WORK INSTRUCTION: Copy the lines below that contain "html".

DATASET ENTRIES:
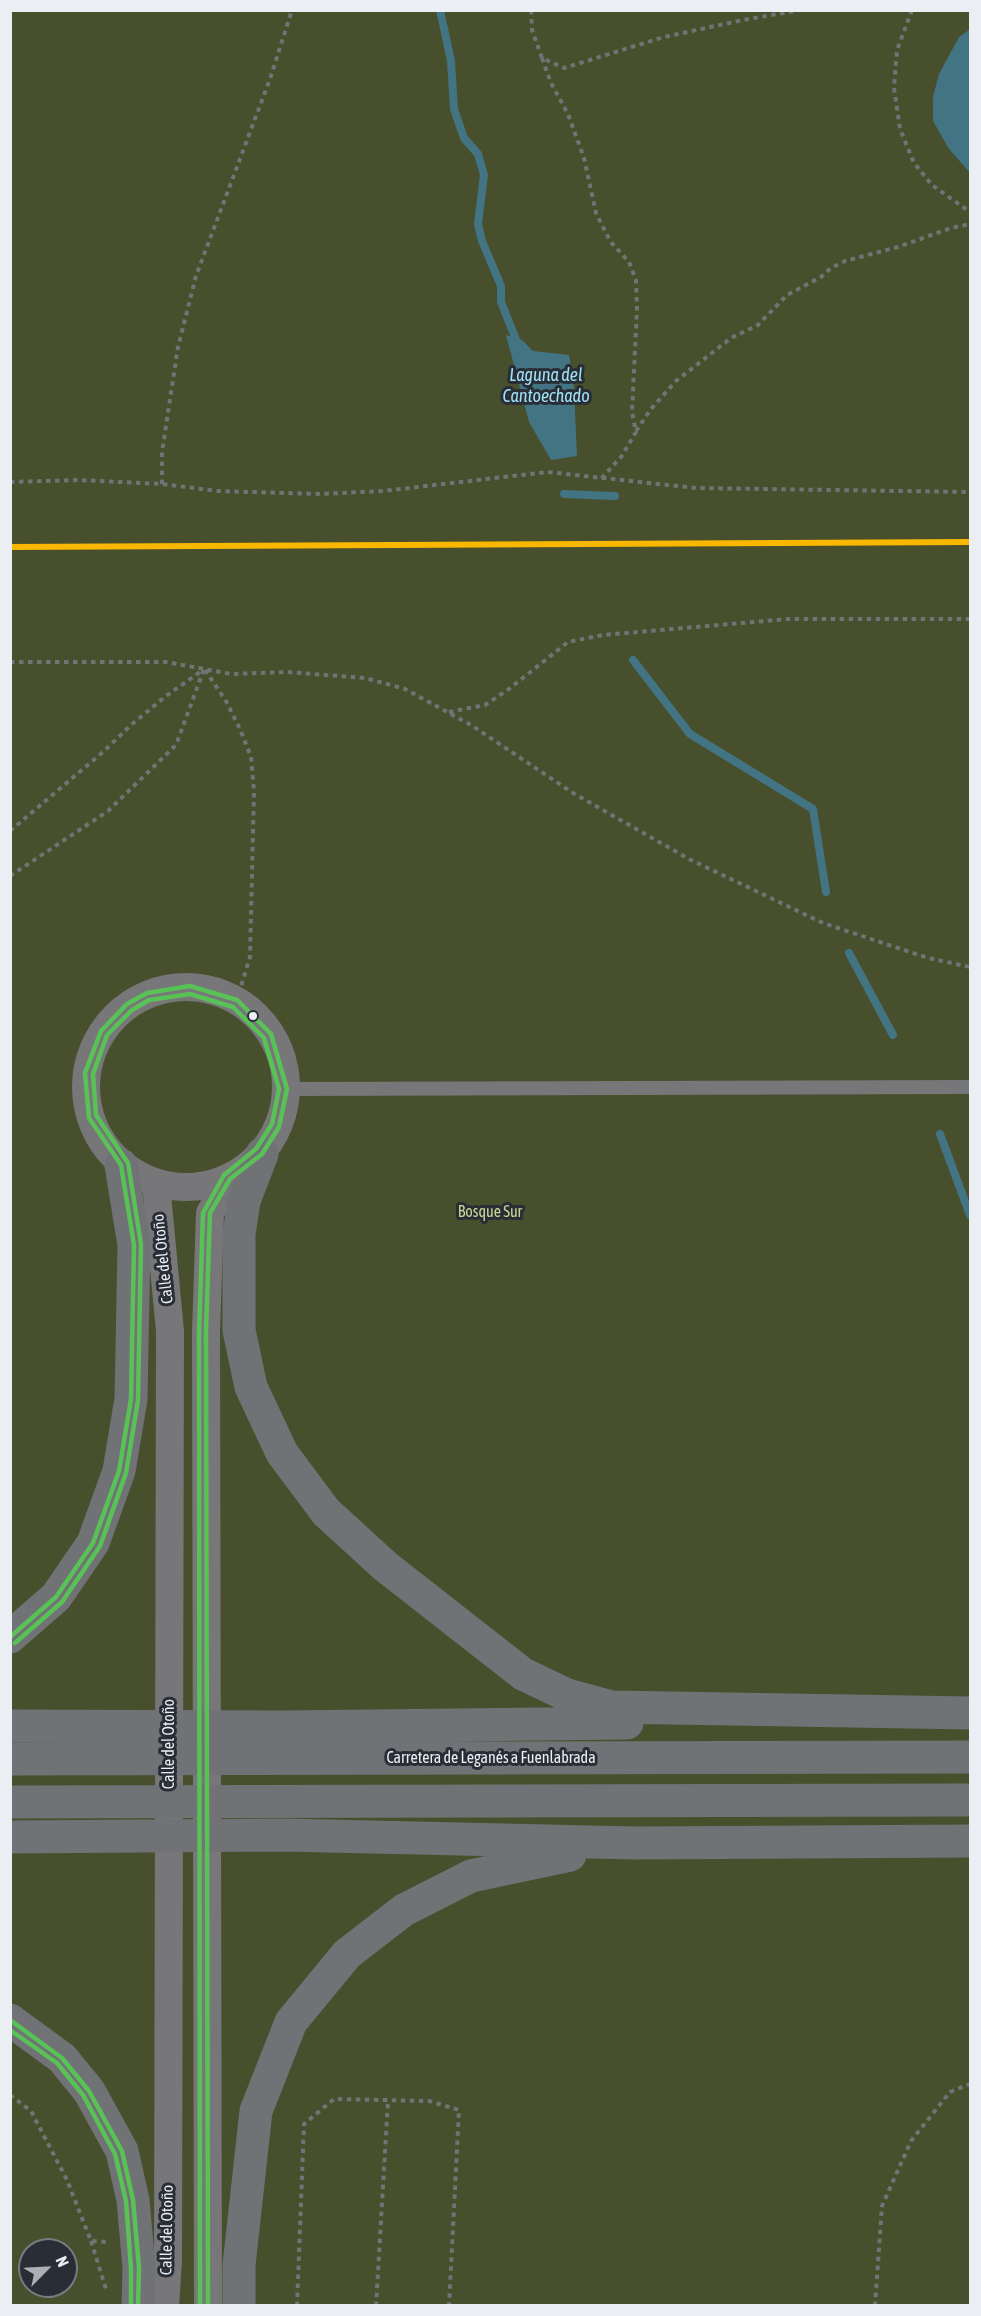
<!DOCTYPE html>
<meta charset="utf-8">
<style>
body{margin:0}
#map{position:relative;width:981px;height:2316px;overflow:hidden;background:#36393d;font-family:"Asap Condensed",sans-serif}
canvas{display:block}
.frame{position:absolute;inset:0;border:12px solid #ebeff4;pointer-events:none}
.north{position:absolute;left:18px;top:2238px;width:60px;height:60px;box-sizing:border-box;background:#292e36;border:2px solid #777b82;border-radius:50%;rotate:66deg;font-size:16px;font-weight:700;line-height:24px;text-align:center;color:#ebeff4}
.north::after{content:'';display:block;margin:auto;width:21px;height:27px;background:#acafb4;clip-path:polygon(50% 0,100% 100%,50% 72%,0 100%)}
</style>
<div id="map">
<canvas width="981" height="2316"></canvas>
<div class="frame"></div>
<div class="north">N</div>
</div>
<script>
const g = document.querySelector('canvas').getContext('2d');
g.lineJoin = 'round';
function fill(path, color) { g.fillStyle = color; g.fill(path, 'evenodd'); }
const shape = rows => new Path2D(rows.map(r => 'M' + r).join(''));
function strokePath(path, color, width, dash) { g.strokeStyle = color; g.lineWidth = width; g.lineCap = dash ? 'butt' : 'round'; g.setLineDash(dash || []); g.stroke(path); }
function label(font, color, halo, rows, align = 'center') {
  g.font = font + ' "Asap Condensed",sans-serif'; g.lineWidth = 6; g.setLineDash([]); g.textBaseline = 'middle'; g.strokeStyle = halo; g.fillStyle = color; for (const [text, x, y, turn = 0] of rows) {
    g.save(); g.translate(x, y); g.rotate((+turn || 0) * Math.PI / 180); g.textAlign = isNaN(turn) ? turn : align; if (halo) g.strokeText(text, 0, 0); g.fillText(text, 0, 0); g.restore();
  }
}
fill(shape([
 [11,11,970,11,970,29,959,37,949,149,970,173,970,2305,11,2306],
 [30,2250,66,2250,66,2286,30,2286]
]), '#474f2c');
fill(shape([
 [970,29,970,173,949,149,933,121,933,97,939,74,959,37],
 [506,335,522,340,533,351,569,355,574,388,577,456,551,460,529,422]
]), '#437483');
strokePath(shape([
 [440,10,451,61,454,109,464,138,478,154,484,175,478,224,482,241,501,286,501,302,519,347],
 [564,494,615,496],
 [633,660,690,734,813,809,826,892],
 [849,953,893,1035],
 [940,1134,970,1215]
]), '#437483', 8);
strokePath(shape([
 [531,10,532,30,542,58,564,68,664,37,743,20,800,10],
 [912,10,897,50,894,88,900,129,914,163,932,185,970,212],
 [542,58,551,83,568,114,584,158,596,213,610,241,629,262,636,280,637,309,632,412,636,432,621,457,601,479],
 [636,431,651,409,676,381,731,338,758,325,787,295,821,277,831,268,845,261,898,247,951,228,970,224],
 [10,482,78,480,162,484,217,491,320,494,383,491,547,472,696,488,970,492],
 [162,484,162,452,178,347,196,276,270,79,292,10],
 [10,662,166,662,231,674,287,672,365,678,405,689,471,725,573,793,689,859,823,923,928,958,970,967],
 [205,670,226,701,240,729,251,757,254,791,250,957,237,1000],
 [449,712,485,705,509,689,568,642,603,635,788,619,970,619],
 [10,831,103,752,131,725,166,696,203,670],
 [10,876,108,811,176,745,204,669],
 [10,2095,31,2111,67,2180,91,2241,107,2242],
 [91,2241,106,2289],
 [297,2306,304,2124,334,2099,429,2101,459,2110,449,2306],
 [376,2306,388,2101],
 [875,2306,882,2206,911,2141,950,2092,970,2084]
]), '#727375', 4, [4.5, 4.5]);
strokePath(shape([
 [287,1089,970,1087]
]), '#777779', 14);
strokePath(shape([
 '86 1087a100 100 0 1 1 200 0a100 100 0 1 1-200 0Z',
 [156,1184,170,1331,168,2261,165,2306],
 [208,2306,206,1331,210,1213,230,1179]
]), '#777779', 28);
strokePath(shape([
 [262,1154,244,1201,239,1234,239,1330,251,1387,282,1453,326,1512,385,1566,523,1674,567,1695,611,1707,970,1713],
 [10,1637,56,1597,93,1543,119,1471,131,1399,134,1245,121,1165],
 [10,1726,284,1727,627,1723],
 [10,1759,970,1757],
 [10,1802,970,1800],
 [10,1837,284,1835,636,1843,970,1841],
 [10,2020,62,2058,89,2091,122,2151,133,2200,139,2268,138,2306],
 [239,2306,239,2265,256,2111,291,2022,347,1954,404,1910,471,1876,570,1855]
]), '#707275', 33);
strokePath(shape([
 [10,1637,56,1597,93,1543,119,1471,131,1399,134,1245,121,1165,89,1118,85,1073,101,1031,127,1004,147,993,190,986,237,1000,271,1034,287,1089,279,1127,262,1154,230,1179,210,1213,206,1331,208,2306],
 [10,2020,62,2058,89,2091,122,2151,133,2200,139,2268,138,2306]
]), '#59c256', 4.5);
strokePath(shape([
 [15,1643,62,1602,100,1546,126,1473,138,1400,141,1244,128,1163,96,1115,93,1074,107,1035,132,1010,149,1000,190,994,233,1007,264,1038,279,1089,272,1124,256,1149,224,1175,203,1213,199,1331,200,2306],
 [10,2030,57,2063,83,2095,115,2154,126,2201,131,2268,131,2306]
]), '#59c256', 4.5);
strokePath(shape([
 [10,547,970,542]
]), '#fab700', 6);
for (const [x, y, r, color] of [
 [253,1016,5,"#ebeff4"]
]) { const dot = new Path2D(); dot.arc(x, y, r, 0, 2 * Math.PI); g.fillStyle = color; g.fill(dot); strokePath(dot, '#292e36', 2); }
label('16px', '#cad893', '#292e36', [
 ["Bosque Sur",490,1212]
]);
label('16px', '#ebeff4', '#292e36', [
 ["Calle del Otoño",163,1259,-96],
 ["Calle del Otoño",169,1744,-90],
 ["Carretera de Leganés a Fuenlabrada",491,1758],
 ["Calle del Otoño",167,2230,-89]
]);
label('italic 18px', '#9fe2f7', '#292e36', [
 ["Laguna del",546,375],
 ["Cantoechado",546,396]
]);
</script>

* * *

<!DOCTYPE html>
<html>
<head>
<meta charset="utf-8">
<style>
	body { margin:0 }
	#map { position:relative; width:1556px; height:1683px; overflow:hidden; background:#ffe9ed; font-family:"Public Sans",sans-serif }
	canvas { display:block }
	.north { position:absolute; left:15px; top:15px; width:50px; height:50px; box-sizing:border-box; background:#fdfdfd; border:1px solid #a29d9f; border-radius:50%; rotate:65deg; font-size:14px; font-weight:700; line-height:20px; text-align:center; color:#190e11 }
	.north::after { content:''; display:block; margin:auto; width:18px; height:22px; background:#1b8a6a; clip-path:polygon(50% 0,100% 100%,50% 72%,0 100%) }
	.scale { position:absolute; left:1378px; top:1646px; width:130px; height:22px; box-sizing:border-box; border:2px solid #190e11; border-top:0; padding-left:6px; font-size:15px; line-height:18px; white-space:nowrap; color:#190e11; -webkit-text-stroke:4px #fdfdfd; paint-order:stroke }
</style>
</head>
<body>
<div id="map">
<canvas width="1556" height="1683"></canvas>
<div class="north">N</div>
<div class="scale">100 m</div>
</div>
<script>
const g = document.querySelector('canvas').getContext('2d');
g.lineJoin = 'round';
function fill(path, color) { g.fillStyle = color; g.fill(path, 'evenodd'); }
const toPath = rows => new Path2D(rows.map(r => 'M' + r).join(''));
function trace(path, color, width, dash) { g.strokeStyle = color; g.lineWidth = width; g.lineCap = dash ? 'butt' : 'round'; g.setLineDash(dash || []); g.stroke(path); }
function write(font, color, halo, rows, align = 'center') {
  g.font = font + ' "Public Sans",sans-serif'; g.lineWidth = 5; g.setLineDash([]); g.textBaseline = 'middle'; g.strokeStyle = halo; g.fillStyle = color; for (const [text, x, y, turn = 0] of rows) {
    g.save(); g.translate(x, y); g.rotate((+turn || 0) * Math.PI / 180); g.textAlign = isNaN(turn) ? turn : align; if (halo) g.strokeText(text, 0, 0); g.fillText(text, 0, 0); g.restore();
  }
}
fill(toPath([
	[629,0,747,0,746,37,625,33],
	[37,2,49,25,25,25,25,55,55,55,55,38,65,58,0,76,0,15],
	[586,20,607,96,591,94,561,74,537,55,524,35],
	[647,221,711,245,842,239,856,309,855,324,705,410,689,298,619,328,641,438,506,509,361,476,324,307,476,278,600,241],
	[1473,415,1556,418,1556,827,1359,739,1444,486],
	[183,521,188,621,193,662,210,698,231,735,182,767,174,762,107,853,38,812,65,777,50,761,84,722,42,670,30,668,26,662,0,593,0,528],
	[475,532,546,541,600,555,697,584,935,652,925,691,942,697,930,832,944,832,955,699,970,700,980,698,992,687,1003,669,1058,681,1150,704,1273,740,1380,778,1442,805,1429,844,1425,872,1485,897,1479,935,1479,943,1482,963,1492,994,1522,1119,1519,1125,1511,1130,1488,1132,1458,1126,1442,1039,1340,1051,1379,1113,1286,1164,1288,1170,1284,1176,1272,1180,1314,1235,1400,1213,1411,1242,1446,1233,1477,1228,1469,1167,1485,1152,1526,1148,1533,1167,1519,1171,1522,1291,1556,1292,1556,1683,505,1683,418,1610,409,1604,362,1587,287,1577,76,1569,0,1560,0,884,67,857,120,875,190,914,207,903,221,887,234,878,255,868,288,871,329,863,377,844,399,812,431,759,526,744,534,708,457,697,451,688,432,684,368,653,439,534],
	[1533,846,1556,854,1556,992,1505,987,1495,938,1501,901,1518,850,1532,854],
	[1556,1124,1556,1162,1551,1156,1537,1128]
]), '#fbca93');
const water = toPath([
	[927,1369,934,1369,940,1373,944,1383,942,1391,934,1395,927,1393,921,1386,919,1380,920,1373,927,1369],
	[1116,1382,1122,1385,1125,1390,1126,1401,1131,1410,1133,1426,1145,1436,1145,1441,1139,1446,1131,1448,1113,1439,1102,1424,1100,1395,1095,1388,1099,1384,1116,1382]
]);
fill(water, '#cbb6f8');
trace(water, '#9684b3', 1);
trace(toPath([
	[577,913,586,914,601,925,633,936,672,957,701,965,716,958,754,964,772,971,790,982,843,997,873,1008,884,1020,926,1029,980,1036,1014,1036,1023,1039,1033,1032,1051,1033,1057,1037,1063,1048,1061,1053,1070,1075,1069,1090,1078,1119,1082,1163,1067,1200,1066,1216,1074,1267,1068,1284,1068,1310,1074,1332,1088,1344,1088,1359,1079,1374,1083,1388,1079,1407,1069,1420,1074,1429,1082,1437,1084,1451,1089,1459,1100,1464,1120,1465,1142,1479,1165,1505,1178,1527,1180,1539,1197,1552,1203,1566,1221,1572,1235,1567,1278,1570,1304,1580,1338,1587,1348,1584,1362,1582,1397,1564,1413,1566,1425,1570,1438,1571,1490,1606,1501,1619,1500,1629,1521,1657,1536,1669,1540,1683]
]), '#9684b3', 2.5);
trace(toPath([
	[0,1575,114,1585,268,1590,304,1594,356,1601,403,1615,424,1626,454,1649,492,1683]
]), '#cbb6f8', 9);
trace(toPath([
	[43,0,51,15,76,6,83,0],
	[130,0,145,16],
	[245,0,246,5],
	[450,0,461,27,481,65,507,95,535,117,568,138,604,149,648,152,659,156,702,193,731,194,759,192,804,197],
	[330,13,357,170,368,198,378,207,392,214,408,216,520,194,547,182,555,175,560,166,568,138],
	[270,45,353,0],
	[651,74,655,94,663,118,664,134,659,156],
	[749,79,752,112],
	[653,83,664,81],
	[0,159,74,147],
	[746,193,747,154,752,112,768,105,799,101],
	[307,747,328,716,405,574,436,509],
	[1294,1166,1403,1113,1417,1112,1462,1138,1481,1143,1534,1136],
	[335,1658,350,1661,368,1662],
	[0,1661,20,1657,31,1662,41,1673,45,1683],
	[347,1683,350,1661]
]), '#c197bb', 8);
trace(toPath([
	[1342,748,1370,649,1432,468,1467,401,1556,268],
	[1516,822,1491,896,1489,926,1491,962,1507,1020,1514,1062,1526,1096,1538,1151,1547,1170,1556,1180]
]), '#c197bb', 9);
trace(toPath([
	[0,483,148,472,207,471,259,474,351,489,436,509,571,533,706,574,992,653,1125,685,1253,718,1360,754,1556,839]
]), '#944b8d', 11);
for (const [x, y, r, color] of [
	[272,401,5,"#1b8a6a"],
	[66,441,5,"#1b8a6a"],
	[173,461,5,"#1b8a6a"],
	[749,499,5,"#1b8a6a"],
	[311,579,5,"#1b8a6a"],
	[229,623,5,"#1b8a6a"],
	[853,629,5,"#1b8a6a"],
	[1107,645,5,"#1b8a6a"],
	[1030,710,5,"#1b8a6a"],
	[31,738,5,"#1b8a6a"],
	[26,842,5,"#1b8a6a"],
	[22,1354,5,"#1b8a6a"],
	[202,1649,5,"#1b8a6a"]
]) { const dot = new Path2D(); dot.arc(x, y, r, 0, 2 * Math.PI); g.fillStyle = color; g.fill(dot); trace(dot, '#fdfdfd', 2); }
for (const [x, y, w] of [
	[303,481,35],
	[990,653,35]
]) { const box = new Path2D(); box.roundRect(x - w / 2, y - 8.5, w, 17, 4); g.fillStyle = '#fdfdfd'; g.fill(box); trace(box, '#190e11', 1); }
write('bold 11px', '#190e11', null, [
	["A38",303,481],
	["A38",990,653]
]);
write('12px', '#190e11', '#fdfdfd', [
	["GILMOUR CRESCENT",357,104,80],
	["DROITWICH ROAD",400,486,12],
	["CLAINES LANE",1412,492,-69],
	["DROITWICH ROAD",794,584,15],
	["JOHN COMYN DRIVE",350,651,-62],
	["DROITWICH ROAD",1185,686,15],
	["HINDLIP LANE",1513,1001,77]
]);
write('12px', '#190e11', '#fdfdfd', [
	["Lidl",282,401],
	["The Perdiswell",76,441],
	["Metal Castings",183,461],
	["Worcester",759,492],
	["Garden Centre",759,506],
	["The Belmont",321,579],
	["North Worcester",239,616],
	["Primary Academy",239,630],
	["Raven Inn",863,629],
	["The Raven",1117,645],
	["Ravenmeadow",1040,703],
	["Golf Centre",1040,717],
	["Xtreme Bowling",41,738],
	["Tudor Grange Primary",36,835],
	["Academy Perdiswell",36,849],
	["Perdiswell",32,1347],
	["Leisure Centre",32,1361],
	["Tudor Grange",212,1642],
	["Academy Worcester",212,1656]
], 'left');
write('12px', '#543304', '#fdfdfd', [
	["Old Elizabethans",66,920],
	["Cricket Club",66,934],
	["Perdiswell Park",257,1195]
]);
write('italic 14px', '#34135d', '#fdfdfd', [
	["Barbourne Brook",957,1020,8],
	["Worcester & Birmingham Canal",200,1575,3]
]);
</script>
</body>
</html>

WRITTEN RESPONSE:
<!DOCTYPE html>
<!DOCTYPE html>
<html>
</html>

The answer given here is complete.